▸ **Problem to solve**
Report the lines of the data below that contain the string "canvas".

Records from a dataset
============
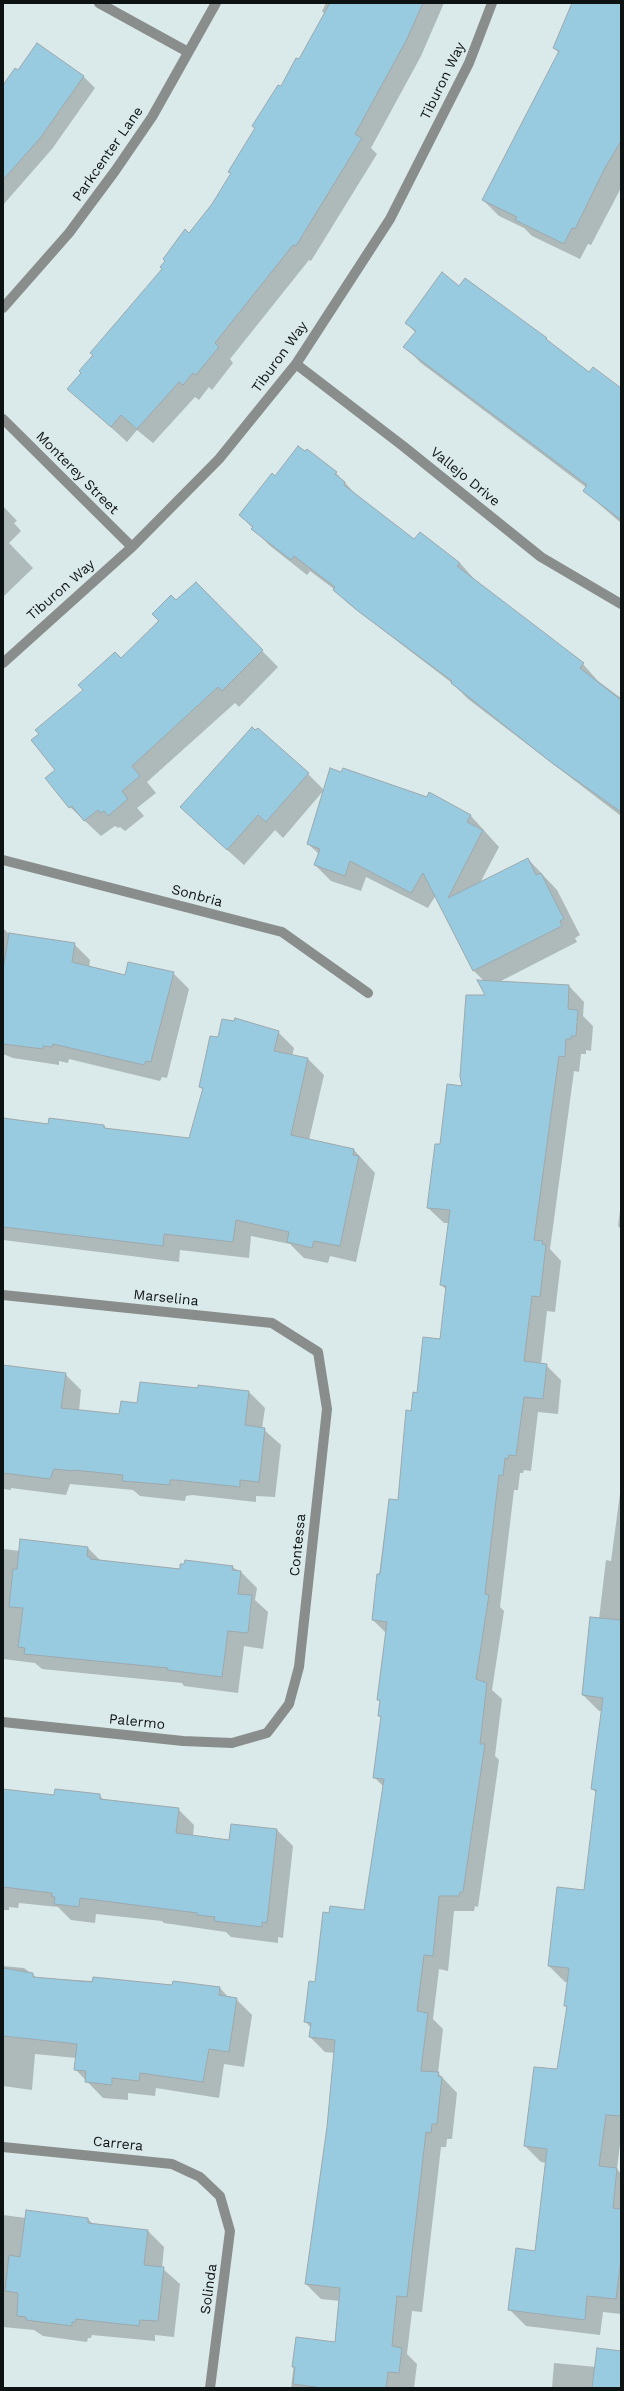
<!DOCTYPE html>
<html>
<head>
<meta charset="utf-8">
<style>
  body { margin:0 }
  #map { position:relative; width:624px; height:2391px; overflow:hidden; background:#dae9e9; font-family:"Work Sans",sans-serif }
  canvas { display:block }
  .frame { position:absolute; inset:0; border:4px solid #0d1213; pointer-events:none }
</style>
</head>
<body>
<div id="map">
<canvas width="624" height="2391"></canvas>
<div class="frame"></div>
</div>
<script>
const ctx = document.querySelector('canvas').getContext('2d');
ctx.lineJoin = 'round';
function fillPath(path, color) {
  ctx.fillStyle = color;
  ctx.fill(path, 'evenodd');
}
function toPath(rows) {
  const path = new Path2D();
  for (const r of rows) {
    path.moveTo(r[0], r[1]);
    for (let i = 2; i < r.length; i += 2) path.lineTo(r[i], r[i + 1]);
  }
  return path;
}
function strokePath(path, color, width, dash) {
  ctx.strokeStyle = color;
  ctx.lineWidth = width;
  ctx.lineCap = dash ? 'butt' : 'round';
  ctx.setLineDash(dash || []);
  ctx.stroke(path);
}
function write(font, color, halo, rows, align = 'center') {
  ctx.font = font + ' "Work Sans",sans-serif';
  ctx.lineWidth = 3;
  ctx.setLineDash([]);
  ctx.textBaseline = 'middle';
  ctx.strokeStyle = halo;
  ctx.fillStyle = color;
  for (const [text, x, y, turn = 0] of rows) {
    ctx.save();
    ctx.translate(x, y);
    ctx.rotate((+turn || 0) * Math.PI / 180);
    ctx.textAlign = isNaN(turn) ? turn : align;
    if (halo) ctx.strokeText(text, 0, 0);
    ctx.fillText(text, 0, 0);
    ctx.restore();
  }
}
const shadow = toPath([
  [326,3,444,3,421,56,371,148,377,154,311,261,309,260,230,359,233,363,212,390,209,387,199,400,195,397,153,443,137,430,127,442,69,389,213,204,231,174,229,172,299,60,325,14,322,11],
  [573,3,621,3,621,188,591,245,588,244,580,259,532,236,524,228,499,216,483,200,559,53,554,48],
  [18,71,83,76,95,88,52,149,3,205,3,87],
  [466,279,589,374,621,391,621,523,584,491,587,488,421,363,405,347,416,333,406,323,459,287],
  [307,450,336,473,360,499,415,541,460,563,475,580,583,664,598,681,621,698,621,816,468,699,452,683,350,605,334,589,310,571,307,575,269,545,240,515,275,477],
  [3,506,17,521,14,523,21,531,9,543,33,568,3,597],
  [195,583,278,667,239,707,235,703,147,782,156,793,137,808,144,816,125,831,120,827,118,828,115,826,101,836,70,807,56,770,121,659],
  [308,774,324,790,283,838,275,830,244,865,197,823],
  [471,816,499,847,480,883,528,859,557,890,580,935,575,938,577,942,499,982,569,986,584,1002,583,1016,593,1026,591,1051,586,1050,586,1054,581,1054,579,1072,574,1071,550,1249,561,1261,555,1312,547,1311,541,1364,546,1365,561,1380,558,1414,538,1412,531,1471,524,1470,523,1473,520,1473,518,1490,514,1490,500,1607,504,1611,492,1690,502,1699,495,1756,499,1760,478,1907,475,1906,474,1911,454,1911,448,1971,439,1969,433,2019,443,2029,438,2073,457,2093,452,2139,447,2139,446,2147,441,2147,422,2312,412,2311,407,2354,417,2364,414,2388,291,2388,297,2338,335,2343,340,2301,321,2299,306,2284,328,2127,335,2053,325,2052,310,2037,311,2028,306,2022,330,1914,365,1911,384,1787,375,1778,382,1718,379,1716,381,1702,378,1699,386,1633,373,1620,389,1500,399,1501,411,1412,440,1341,447,1290,441,1285,449,1223,444,1223,428,1208,441,1146,463,1087,487,996,484,981,474,971,436,895,428,908,366,877,361,891,331,881,315,865,319,854,308,844],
  [3,928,9,934,74,944,90,960,89,968,126,976,173,973,189,989,167,1078,162,1077,160,1081,69,1059,68,1063,59,1061,59,1065,13,1058,3,1054],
  [278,1032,294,1048,292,1056,308,1059,324,1075,309,1140,354,1150,375,1173,356,1262,330,1256,328,1263,304,1258,290,1244,251,1236,249,1258,180,1250,179,1262,3,1240,3,1119,49,1125,104,1126,107,1130,190,1139,203,1090,200,1087,219,1038],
  [621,1203,621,1229,618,1226],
  [3,1366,65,1374,81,1390,79,1411,119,1415,138,1404,199,1390,249,1392,265,1408,262,1428,281,1445,275,1497,256,1496,256,1502,192,1495,186,1496,185,1501,140,1496,133,1490,70,1484,66,1495,11,1488,11,1490,3,1489],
  [621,1486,621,2136,617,2169,621,2174,621,2314,603,2312,600,2335,526,2326,510,2310,536,2252,547,2163,541,2162,525,2146,558,2071,568,2008,566,2006,568,1982,565,1982,549,1966,585,1891,597,1793,592,1789,602,1711,599,1711,583,1695,599,1619,606,1560,611,1561],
  [21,1540,88,1548,102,1562,181,1570,232,1567,241,1572,257,1588,255,1600,268,1612,263,1649,244,1646,238,1693,184,1686,182,1683,42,1669,35,1663,3,1659,3,1549,20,1551],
  [3,1791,55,1796,99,1795,105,1801,178,1809,194,1825,193,1836,230,1841,232,1825,277,1830,293,1846,283,1938,278,1937,278,1943,231,1937,226,1932,164,1923,162,1921,96,1914,95,1923,71,1920,58,1907,19,1903,18,1908,9,1907,9,1910,3,1910],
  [3,1966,24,1968,37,1978,220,1988,229,1998,236,1999,252,2015,244,2067,224,2064,219,2098,156,2088,155,2096,128,2093,128,2100,103,2098,75,2069,76,2058,35,2054,32,2090,3,2086],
  [3,2215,26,2218,88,2219,94,2225,148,2231,164,2247,162,2268,180,2284,174,2337,155,2335,155,2341,92,2335,91,2338,88,2338,87,2342,43,2336,34,2330,3,2327],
  [621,2352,621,2388,552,2388,554,2363,596,2367]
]);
const building = toPath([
  [330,3,423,3,406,41,355,134,362,138,296,246,293,245,215,343,219,347,196,375,193,373,183,385,179,382,137,429,121,415,111,427,67,389,81,373,79,371,93,355,90,353,162,269,160,267,165,261,163,259,185,229,189,233,212,204,231,173,228,172,255,128,252,126,278,85,281,86,296,58,299,59,330,3],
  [572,3,621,3,621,141,605,168,575,229,572,228,564,244,515,220,517,217,482,200,559,51,553,48,572,3],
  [37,43,84,76,41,137,3,180,3,85,15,68,18,70,37,43],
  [442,272,459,286,465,278,547,338,546,339,589,372,593,367,621,388,621,520,583,491,587,485,403,347,416,331,405,323,442,272],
  [298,446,305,451,307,449,337,472,335,474,345,482,344,485,414,539,420,532,460,563,457,566,584,663,580,668,621,700,621,812,552,763,451,683,452,681,358,611,333,590,335,587,294,556,291,560,251,529,253,527,239,515,272,473,275,476,298,446],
  [196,582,263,650,222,691,218,687,132,766,140,776,122,791,128,799,108,816,104,811,101,813,98,810,84,821,72,806,69,808,45,778,55,770,31,740,39,734,35,730,83,690,78,685,115,652,121,658,159,621,152,614,171,595,176,600,196,582],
  [252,727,255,730,258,728,309,773,266,822,258,815,227,850,180,807,252,727],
  [330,768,341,772,343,768,427,797,429,792,471,815,467,822,483,830,448,898,528,858,536,875,541,873,564,919,560,921,562,926,473,971,423,873,411,893,350,861,345,876,314,865,320,849,307,844,330,768],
  [9,933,75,943,72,962,125,975,128,962,174,972,151,1062,146,1061,144,1065,53,1044,52,1047,43,1046,43,1049,3,1044,3,970,9,933],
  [477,980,569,985,568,1009,578,1010,576,1036,571,1036,571,1039,566,1039,565,1057,559,1056,534,1240,543,1241,542,1244,546,1245,540,1297,532,1296,524,1361,547,1364,543,1399,524,1397,516,1456,509,1455,508,1459,505,1458,503,1476,499,1475,485,1594,489,1595,476,1679,487,1683,480,1744,485,1744,463,1892,460,1892,459,1896,439,1896,433,1956,424,1955,417,2011,428,2013,421,2071,439,2072,438,2076,442,2077,437,2124,432,2124,431,2133,426,2132,407,2297,397,2296,392,2346,402,2348,399,2373,388,2372,386,2388,323,2388,293,2384,295,2367,292,2367,296,2337,335,2342,340,2288,305,2284,327,2127,335,2040,309,2037,311,2023,304,2022,309,1981,315,1982,323,1912,329,1913,330,1906,364,1910,384,1779,373,1778,381,1716,378,1716,380,1700,377,1700,387,1622,372,1620,377,1574,380,1574,389,1499,398,1500,406,1410,411,1411,413,1392,417,1393,423,1337,440,1339,446,1286,440,1285,450,1210,427,1208,435,1144,440,1144,447,1084,462,1086,460,1076,466,995,485,995,477,980],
  [235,1018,279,1031,274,1051,308,1058,291,1135,354,1149,353,1155,359,1156,340,1246,314,1241,312,1248,287,1242,289,1232,236,1220,233,1242,164,1234,163,1246,3,1227,3,1118,48,1124,49,1118,104,1125,104,1128,189,1138,203,1088,199,1087,210,1036,218,1037,222,1019,234,1021,235,1018],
  [3,1365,66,1373,61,1408,119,1414,121,1401,137,1403,140,1382,198,1388,198,1385,249,1391,245,1425,265,1428,259,1482,240,1480,240,1487,175,1480,170,1480,170,1485,122,1481,123,1475,73,1470,73,1471,54,1469,50,1479,3,1473,3,1365],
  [20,1539,88,1547,87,1556,90,1557,90,1559,180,1569,180,1564,184,1564,185,1560,233,1566,232,1570,241,1571,238,1594,252,1595,248,1633,228,1631,222,1677,167,1670,168,1668,24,1654,25,1648,18,1647,23,1608,9,1607,13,1569,17,1569,20,1539],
  [590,1617,621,1620,621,2116,606,2115,599,2166,617,2168,613,2208,621,2209,621,2259,616,2299,587,2296,585,2320,508,2310,516,2248,535,2251,547,2149,524,2146,534,2067,557,2069,567,2006,564,2006,569,1968,548,1966,557,1887,584,1890,596,1790,591,1789,603,1698,582,1695,590,1617],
  [3,1789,54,1795,55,1789,100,1794,100,1799,179,1808,176,1833,229,1840,231,1824,277,1829,267,1923,262,1922,262,1927,214,1921,215,1917,197,1915,197,1913,80,1898,79,1907,54,1904,55,1897,52,1897,52,1893,3,1887,3,1789],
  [3,1968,33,1973,33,1977,92,1982,93,1977,172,1985,173,1981,220,1987,219,1995,237,1998,229,2052,209,2049,203,2082,140,2073,139,2081,112,2078,112,2085,85,2082,86,2071,74,2070,77,2044,3,2036,3,1968],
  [26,2210,88,2218,88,2223,148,2230,144,2265,164,2267,158,2321,140,2320,139,2326,76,2319,75,2322,72,2322,72,2326,26,2320,26,2317,17,2316,18,2293,5,2291,9,2255,20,2257,26,2210],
  [597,2348,621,2351,621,2388,592,2388,597,2348]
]);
const minor = toPath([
  [99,3,188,52],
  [3,308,69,233,115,171,152,117,216,3],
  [296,364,403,446,541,557,621,604],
  [3,419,132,547],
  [3,663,132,547,219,459,296,364,390,219,469,63,492,3],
  [3,860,282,932,368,993],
  [3,1295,272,1323,318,1352,327,1409,299,1667,289,1704,267,1733,232,1743,183,1741,3,1722],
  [3,2147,172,2164,200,2177,220,2196,230,2231,210,2388]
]);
const streetNames = [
  ["Tiburon Way",443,81,-64],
  ["Parkcenter Lane",108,154,-55],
  ["Tiburon Way",280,357,-54],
  ["Monterey Street",77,473,45],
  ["Vallejo Drive",465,477,39],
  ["Tiburon Way",61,590,-41],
  ["Sonbria",197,896,15],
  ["Marselina",166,1298,6],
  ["Contessa",298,1545,-84],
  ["Palermo",137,1722,6],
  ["Carrera",118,2144,6],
  ["Solinda",209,2289,-82]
];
fillPath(shadow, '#0003');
fillPath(building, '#98cbe0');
strokePath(building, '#9ca8ad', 1);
strokePath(minor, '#898e8c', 10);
write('14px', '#0d1213', '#dae9e9', streetNames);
</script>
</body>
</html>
============
▸ **Response box**
  canvas { display:block }
<canvas width="624" height="2391"></canvas>
const ctx = document.querySelector('canvas').getContext('2d');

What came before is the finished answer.